§ **Task to carry out**
Show each line of the data below in which "bottom" occurs.

§ **Provided material**
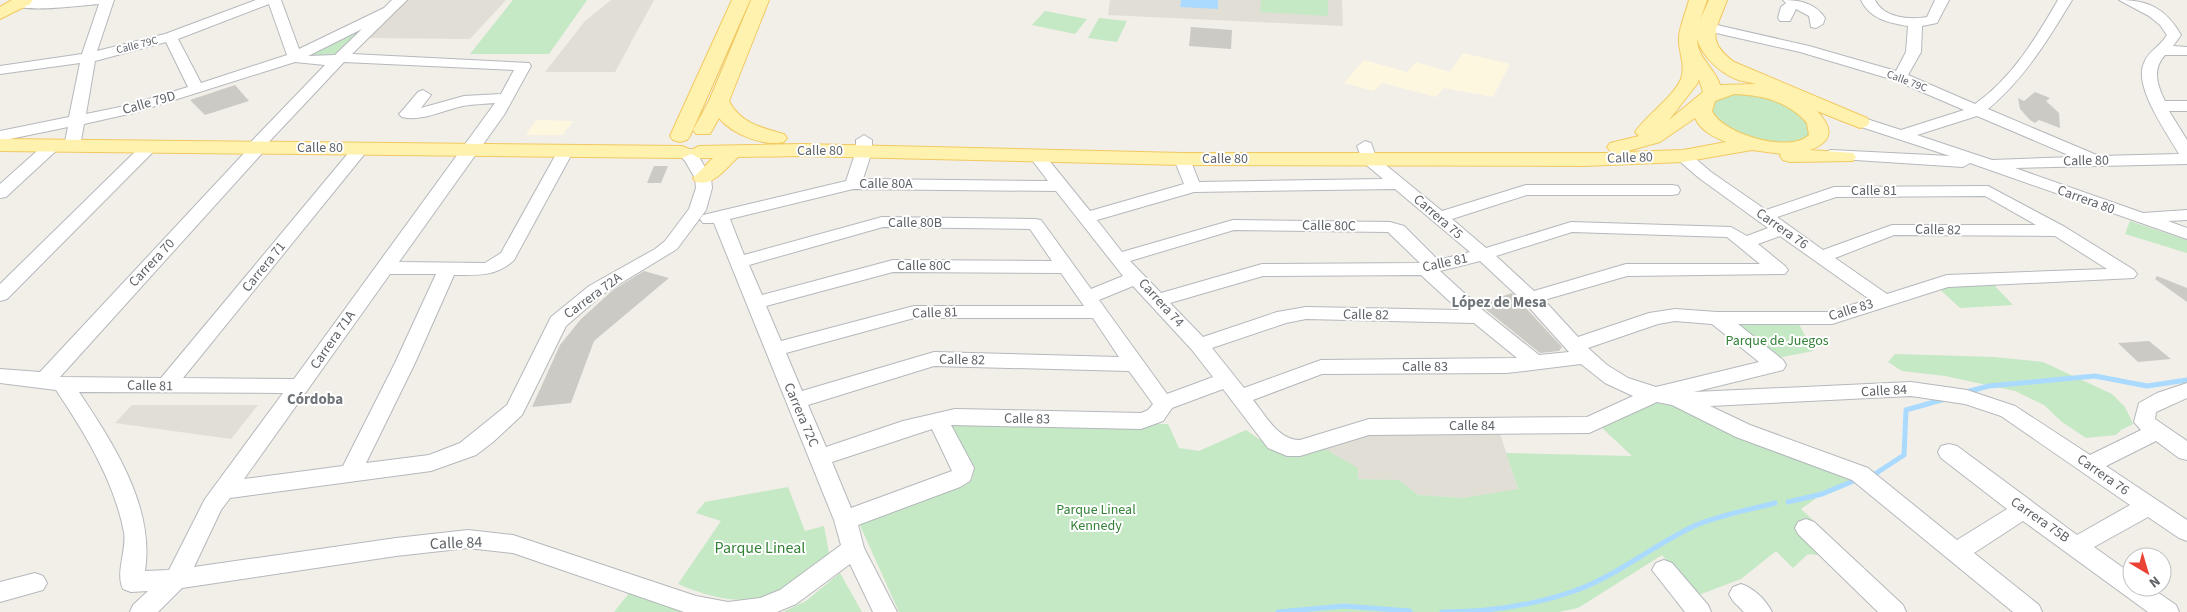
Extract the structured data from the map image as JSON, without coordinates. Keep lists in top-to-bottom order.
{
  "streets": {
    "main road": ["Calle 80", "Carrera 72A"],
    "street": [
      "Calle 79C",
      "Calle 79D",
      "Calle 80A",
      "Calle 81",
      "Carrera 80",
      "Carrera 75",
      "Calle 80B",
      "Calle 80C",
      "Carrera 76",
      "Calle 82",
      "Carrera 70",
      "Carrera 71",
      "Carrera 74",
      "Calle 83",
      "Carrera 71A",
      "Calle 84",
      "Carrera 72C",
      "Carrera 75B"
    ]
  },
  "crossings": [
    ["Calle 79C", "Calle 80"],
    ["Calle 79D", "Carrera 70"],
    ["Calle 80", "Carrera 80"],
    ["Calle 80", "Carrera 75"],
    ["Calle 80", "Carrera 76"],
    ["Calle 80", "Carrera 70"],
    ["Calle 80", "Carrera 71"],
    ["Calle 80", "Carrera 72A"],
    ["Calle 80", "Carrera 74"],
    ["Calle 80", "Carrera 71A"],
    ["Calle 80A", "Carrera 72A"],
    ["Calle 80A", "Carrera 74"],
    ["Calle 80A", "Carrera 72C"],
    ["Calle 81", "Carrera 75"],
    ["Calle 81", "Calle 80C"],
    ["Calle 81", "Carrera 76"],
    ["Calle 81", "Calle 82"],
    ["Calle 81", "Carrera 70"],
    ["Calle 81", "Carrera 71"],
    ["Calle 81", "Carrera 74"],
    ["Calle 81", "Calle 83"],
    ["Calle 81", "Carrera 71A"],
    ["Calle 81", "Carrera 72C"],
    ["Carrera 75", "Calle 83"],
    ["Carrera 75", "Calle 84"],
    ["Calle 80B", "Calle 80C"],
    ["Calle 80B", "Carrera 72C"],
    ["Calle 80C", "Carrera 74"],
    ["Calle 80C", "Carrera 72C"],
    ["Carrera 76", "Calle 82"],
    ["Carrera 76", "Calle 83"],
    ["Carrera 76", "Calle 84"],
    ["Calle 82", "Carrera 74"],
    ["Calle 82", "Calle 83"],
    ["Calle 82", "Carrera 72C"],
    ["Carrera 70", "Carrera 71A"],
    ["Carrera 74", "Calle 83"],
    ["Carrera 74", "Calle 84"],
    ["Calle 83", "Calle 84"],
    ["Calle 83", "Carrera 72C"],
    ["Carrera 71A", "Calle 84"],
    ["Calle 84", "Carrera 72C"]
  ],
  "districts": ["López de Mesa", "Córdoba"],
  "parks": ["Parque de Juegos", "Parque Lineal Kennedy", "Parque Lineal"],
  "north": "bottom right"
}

§ **Task solution**
Extract the structured data from the map image as JSON, without coordinates. Keep lists in top-to-bottom order.
  "north": "bottom right"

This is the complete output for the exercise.